The SOS Mother
The Mothers of SOS Children's Village around the world serve as surrogate parents to orphaned, abandoned, or abused children-not heir own.
SOS Mother
SOS "Save Our Souls" - that was the distress signal that Dr. Hermann Gmeiner saw in the eyes of neglected and abandoned children in Australia in the 1940s. Moved by their plight, Dr. Gmeiner presented an innovative response.
"Find a woman of the right kind. Build her a house; give her a batch of children-- eight or nine—all ages, both boys and girls. Tell her, 'These are now yours, for life'; To the children you would say, 'This is your mother, this is your home—for keeps.'
It was a discovery, a harnessing of natural forces previously unused. Yet the essense was simple: put a woman and some children together, and let human nature take its course.
In 1949, Dr. Gmeimer opened his first house on a hillside above the small town of Imst, in Tirol. These grew to 19 house, each with a mother in it and eight or nine children, forming an SOS-kinderdorf (SOS Children's Village).
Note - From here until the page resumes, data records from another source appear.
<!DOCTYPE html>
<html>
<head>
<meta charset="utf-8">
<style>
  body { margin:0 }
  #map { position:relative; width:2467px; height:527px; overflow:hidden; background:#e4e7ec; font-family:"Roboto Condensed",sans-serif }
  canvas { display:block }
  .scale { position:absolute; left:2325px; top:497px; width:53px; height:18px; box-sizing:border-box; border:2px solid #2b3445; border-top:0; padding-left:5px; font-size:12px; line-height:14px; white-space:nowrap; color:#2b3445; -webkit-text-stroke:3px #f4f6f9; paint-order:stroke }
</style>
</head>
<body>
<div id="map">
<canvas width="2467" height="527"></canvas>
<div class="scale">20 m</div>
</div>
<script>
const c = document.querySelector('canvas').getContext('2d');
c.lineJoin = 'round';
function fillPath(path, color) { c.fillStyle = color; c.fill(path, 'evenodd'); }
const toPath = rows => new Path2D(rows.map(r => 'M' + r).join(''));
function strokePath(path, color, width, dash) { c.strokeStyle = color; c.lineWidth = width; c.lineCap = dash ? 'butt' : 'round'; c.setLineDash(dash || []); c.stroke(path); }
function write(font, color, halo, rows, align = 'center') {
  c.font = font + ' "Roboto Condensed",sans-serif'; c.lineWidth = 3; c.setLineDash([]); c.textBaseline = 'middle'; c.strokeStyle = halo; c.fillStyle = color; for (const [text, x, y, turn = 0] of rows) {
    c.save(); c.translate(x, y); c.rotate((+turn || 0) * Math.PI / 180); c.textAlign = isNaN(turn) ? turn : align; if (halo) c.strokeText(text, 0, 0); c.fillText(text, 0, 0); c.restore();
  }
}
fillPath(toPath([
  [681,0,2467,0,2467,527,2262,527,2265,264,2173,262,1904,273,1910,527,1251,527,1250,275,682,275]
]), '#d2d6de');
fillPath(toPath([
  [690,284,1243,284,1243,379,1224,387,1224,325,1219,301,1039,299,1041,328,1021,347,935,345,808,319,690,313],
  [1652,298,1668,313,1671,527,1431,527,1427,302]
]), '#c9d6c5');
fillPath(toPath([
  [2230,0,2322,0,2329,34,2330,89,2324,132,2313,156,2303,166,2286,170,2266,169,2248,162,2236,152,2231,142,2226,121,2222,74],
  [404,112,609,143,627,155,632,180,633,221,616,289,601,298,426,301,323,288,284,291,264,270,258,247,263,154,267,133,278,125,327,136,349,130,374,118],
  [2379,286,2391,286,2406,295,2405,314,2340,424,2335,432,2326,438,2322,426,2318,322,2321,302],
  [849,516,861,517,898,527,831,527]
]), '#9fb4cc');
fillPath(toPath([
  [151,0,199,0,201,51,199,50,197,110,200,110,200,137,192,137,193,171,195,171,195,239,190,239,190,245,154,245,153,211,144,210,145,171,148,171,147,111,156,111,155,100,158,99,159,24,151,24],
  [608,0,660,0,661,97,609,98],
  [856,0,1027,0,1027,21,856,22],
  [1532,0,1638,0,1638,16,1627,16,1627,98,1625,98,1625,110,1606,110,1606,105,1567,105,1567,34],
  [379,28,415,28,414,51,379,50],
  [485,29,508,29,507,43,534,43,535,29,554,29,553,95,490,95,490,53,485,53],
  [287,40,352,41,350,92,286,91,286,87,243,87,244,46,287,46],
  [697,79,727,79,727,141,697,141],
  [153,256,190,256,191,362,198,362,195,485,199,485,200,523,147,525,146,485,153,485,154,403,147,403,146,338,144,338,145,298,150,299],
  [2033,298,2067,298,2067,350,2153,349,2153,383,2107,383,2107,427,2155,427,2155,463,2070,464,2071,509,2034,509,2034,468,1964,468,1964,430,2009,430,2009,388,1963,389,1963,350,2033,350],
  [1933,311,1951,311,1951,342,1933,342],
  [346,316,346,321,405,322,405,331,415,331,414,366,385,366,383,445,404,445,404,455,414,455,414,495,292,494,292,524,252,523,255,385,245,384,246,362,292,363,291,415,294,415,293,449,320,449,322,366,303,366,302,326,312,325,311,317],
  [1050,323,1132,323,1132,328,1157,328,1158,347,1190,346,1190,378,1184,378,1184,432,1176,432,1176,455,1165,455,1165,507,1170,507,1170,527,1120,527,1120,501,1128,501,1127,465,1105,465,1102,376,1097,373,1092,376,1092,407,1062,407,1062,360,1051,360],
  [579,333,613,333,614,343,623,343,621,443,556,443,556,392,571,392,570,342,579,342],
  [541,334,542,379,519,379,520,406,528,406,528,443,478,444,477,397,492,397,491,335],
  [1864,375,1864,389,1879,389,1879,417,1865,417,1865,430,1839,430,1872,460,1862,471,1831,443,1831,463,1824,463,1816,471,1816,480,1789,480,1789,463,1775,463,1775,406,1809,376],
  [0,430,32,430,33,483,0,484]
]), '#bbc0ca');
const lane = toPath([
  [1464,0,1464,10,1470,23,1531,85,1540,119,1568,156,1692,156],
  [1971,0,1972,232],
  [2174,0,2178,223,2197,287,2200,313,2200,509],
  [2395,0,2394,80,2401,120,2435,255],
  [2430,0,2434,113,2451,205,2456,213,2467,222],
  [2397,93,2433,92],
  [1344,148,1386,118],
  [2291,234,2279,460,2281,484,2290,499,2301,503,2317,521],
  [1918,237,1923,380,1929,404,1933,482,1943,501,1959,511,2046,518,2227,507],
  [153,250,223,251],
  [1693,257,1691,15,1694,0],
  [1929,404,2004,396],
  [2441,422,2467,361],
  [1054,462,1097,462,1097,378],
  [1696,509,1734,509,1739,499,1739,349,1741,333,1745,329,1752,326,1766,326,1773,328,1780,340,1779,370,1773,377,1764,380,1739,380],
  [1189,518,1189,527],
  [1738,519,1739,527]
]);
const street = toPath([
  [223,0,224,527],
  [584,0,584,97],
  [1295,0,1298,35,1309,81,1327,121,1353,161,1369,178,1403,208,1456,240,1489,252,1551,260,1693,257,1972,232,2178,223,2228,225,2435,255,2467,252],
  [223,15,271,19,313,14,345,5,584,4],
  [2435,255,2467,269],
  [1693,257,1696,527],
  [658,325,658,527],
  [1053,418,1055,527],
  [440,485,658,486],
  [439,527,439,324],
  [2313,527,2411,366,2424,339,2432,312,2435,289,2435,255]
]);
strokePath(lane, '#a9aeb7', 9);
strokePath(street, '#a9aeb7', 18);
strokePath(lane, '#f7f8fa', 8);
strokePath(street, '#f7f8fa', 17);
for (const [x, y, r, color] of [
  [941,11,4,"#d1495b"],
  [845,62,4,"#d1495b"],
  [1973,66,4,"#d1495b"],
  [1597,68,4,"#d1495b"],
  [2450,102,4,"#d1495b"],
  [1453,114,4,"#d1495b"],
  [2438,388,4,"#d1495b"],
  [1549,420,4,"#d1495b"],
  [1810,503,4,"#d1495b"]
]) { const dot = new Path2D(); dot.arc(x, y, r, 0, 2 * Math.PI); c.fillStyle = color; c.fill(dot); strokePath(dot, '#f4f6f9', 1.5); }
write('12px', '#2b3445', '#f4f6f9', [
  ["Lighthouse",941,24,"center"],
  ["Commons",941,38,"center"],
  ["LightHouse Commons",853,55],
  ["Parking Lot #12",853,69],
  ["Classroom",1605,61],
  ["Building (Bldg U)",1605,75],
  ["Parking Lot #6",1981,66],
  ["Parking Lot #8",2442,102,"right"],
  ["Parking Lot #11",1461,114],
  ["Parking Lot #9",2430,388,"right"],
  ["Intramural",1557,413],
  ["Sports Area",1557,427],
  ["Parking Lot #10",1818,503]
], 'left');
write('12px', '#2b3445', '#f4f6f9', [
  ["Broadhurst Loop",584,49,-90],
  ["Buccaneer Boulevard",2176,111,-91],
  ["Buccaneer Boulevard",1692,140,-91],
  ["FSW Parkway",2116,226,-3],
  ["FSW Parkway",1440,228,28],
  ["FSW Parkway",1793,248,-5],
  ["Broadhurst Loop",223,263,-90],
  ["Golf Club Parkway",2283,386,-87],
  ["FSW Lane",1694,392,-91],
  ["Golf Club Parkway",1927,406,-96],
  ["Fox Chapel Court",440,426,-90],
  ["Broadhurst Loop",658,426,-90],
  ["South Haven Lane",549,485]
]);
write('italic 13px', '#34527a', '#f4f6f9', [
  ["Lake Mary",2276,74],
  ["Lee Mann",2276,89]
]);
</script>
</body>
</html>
The business of an SOS-Kinderdorf is the generation of strong currents of love. If those don't flow, it's not worth having. But what kind of saintly woman is it who will raise nine other people's children and, when the oldest is grown, take on a new one? Answer—it takes no saint. Dr Gmeiner...contructed a model that can be operated not only by saints, but people.
The selection process for an SOS Mother is that the woman should be strong, stable, self-possessed, humorous and religiously secure. The woman tries out first as aunt, helping around the village. Then takes over a house while the mother is on vacation. Finally, she gets a house of their own.
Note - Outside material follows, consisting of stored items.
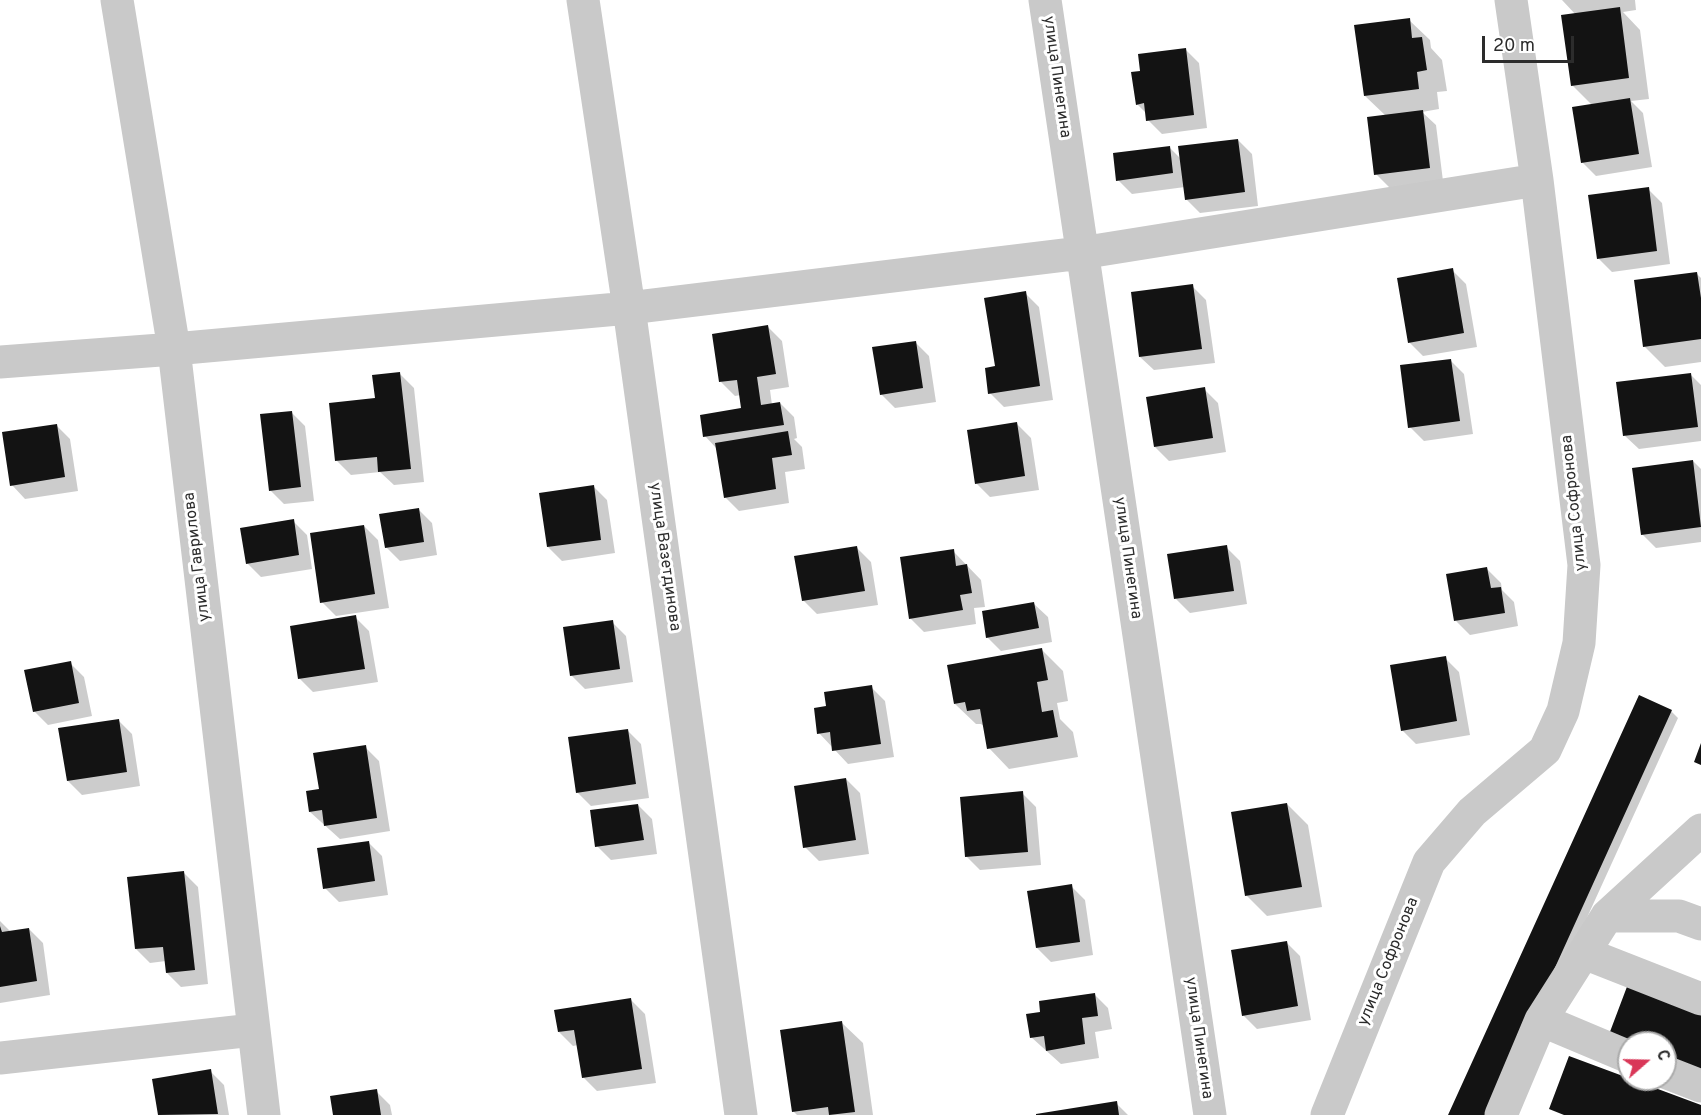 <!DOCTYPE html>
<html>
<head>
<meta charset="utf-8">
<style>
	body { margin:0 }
	#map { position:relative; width:1701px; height:1115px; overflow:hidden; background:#fff; font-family:Overpass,sans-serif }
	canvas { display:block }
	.north { position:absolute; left:1617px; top:1031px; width:60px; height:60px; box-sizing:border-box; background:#fff; border:2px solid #ababab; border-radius:50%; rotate:70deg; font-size:16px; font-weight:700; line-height:24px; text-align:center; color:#2c2c2c }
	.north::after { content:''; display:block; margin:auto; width:21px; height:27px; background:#d93758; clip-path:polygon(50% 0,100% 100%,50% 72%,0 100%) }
	.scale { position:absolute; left:1482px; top:36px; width:92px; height:27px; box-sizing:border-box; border:3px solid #2c2c2c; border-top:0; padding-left:8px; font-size:18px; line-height:21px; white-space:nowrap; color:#2c2c2c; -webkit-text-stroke:4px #fff; paint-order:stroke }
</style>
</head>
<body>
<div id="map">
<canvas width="1701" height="1115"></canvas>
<div class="north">С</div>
<div class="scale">20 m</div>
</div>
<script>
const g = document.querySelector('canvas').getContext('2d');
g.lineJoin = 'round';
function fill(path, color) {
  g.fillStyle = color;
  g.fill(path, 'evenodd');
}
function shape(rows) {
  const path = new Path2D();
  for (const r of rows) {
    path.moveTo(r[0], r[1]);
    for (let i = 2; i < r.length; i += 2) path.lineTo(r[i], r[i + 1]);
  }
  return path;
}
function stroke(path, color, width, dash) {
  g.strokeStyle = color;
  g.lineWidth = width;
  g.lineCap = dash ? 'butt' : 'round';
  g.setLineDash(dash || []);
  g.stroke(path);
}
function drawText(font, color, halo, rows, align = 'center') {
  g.font = font + ' Overpass,sans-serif';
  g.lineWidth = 6;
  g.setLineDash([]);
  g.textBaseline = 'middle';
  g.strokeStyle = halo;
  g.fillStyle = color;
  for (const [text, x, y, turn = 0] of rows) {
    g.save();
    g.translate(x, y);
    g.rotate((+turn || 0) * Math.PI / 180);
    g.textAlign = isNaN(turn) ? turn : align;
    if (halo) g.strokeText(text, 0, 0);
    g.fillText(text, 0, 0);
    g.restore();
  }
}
fill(shape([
	[1562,0,1635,0,1636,10,1623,12,1640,30,1649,99,1631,101,1643,113,1652,167,1596,176,1582,162,1592,105,1572,85,1576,15],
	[1409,20,1430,40,1431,48,1442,60,1447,91,1437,92,1439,109,1422,112,1436,125,1443,181,1390,188,1376,174,1386,116,1365,96],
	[1185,49,1199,63,1207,128,1162,134,1148,120,1147,114,1137,104,1142,72],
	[1238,140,1252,154,1258,206,1200,213,1186,199,1185,187,1132,194,1118,180,1169,147,1181,159],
	[1648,189,1662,203,1670,264,1612,272,1598,258],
	[1452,270,1466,284,1477,347,1423,356,1409,342],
	[1697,274,1701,278,1701,362,1665,367,1644,346],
	[1192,286,1206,300,1215,363,1154,370,1140,357],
	[1025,293,1039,307,1053,400,1004,407,990,393,996,368],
	[768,327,782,341,789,387,770,390,772,405,780,403,794,417,797,438,794,439,802,447,805,469,785,472,789,503,739,511,725,497,717,449,705,436,743,409,741,395,735,396,721,382],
	[915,342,929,356,936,402,895,408,881,394],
	[1450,360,1464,374,1473,434,1424,441,1410,427],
	[400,374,414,388,424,482,394,485,380,472,351,475,337,461,377,399],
	[1690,374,1701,385,1701,441,1639,449,1625,436],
	[1204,389,1218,403,1226,452,1169,461,1155,447],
	[291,412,305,426,314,501,284,504,270,490],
	[1017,424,1031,438,1039,490,990,497,976,483],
	[56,425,70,439,78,491,25,499,12,485],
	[1693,461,1701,469,1701,542,1656,548,1642,534],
	[593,486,607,500,615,553,562,561,548,547],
	[418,509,432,523,437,555,400,561,386,547],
	[293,521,307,535,312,569,261,577,247,563],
	[364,526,378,540,389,608,336,616,322,602],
	[1226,547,1240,561,1247,604,1190,613,1176,599],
	[857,548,871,562,878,605,817,614,803,600],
	[953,551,981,580,985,607,974,608,976,624,924,632,910,618],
	[1487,569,1501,583,1502,590,1514,602,1518,626,1470,635,1456,621],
	[1034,604,1048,617,1052,642,1001,651,987,637],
	[355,617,369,631,378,682,313,692,299,678],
	[612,622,626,636,633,682,585,689,571,675],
	[1042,650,1063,671,1068,701,1057,703,1060,719,1073,732,1078,757,1009,769,989,748,985,727,981,724,976,724,955,704],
	[1445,658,1459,672,1470,735,1416,744,1402,730],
	[70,663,84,677,92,716,48,725,34,711],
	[871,687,885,701,894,757,848,764,819,733,827,707],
	[1671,711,1678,718,1497,1115,1450,1115],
	[118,720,132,734,140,786,82,795,68,781],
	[627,730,641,744,649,798,591,806,577,792],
	[365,747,379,761,390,831,340,839,310,812,320,790],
	[846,779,860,793,869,854,819,861,805,847],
	[1022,793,1036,807,1041,865,980,870,966,856],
	[1287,804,1308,825,1322,907,1267,916,1247,896],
	[638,805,652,819,657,854,611,860,597,846],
	[368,842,382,856,388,895,339,902,325,888],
	[184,873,198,887,208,984,181,987,167,973,166,961,150,963,136,949],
	[1071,886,1085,900,1093,955,1051,962,1037,948],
	[0,921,11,932,29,929,43,943,50,995,0,1003],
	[1286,942,1300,956,1311,1020,1257,1029,1243,1015],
	[1094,994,1108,1008,1112,1029,1095,1032,1099,1058,1061,1064,1031,1037,1042,1014],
	[631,1000,645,1014,656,1083,597,1091,583,1077,578,1045,573,1046,559,1032],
	[842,1023,863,1043,873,1115,797,1115,793,1111],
	[210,1071,224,1085,229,1115,160,1115,154,1080],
	[376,1091,390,1105,392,1115,335,1115],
	[1116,1103,1128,1115,1037,1115]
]), '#0003');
fill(shape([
	[1620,7,1629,78,1571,86,1561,15],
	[1410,18,1412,38,1422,37,1427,70,1417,72,1419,89,1364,96,1354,25],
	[1186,48,1194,115,1146,121,1144,103,1136,105,1131,72,1140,71,1138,54],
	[1630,98,1639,154,1581,163,1572,107],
	[1423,110,1430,168,1374,175,1367,117],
	[1238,139,1245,192,1185,200,1178,146],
	[1170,146,1173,173,1116,181,1113,153],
	[1649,187,1657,251,1597,259,1588,195],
	[1453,268,1464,333,1408,343,1397,278],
	[1697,272,1701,298,1701,339,1643,347,1634,280],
	[1193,284,1202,349,1139,357,1131,292],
	[1026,291,1040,386,988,394,985,368,995,366,984,298],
	[768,325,776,374,757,377,761,405,780,402,784,425,703,437,700,415,741,408,737,380,719,382,712,334],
	[916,341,923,388,880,395,872,347],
	[1451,359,1460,421,1408,428,1400,365],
	[400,372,411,469,378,472,377,457,335,461,329,403,375,398,372,375],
	[1691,373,1698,427,1623,436,1616,382],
	[1205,387,1213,438,1154,447,1146,397],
	[292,411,301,487,269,491,260,414],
	[1017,422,1025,476,975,484,967,430],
	[57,424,65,477,10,486,2,432],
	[788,431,792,455,772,458,776,489,724,498,715,443],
	[1693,460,1701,527,1641,535,1632,468],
	[594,485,601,540,547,547,539,493],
	[419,508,424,542,385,548,379,514],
	[294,519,299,555,246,564,240,528],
	[364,525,375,594,320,603,310,533],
	[1227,545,1234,591,1174,599,1167,554],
	[857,546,865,591,802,601,794,556],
	[954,549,956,566,967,564,972,593,960,595,963,610,909,619,900,557],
	[1487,567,1491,588,1501,587,1505,613,1454,621,1446,574],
	[1034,602,1039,628,986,638,982,611],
	[356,615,365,669,298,679,290,626],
	[613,620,620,669,570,676,563,627],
	[1042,648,1048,680,1037,682,1042,712,1053,710,1058,737,987,749,980,709,967,711,965,702,954,704,947,665],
	[1446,656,1457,721,1401,731,1390,665],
	[71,661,79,703,33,712,24,670],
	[872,685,881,744,832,751,830,732,817,734,814,708,826,706,824,692],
	[1639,695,1672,710,1488,1115,1448,1115],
	[119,719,127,772,67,781,58,728],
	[628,729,636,784,576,793,568,737],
	[1701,743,1701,765,1694,762],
	[366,745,377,818,324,826,322,810,309,812,306,791,319,789,313,753],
	[846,778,856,840,803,848,794,786],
	[1023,791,1028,852,965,857,960,797],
	[1287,803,1302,887,1245,896,1231,812],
	[638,804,644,840,595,847,590,810],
	[369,841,375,881,323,889,317,848],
	[184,871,195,970,166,973,163,947,135,949,127,877],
	[1072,884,1080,942,1036,948,1027,891],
	[0,926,2,932,29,928,37,981,0,987],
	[1287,941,1298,1006,1242,1016,1231,950],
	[1628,984,1701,1012,1701,1082,1665,1068,1665,1043,1605,1045],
	[1095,993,1098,1016,1082,1018,1085,1044,1046,1051,1044,1036,1030,1038,1026,1014,1040,1012,1039,1001],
	[631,998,642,1069,582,1078,574,1030,558,1032,554,1010],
	[842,1021,855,1112,829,1115,828,1107,792,1112,780,1030],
	[1569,1056,1701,1105,1701,1115,1564,1115,1549,1109],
	[211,1069,218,1114,158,1115,152,1079],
	[377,1089,381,1115,333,1115,330,1096],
	[1117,1101,1119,1115,1036,1115,1036,1114]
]), '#131313');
stroke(shape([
	[117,0,174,349,264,1115],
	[583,0,629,308,741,1115],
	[1045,0,1210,1115],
	[0,362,174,349,629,308,1081,253,1537,180],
	[1607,916,1679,916,1701,924],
	[1584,953,1701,999],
	[1541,1020,1629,1057],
	[0,1058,253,1030],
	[1665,1072,1701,1086],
	[1327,1115,1429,862,1472,812,1545,750,1563,711,1579,643,1584,565,1537,180,1511,0],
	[1501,1115,1541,1020,1607,916,1701,830]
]), '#c9c9c9', 33);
drawText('16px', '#2c2c2c', '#fff', [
	["улица Пинегина",1056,77,82],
	["улица Софронова",1575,503,-96],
	["улица Гаврилова",198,557,-97],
	["улица Вазетдинова",664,557,82],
	["улица Пинегина",1127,558,82],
	["улица Софронова",1389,962,-68],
	["улица Пинегина",1198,1038,82]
]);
</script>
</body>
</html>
SOS Children's Villages is an international non-governmental social development organisation that has been active in the field of children's rights and committed to children's needs and concerns since 1949. In 132 countries and territories our activities focus on children without parental care and children of families in difficult circumstances.
SOS Children's Villages focuses on family-based, long-term care of children who can no longer grow up with their biological families. At our SOS Children's Villages and SOS Youth Facilities they experience reliable relationships and love once again, meaning that they can recover from what they have experienced, which has often been traumatic. They grow up in a stable family environment, and are supported individually until they become independent young adults.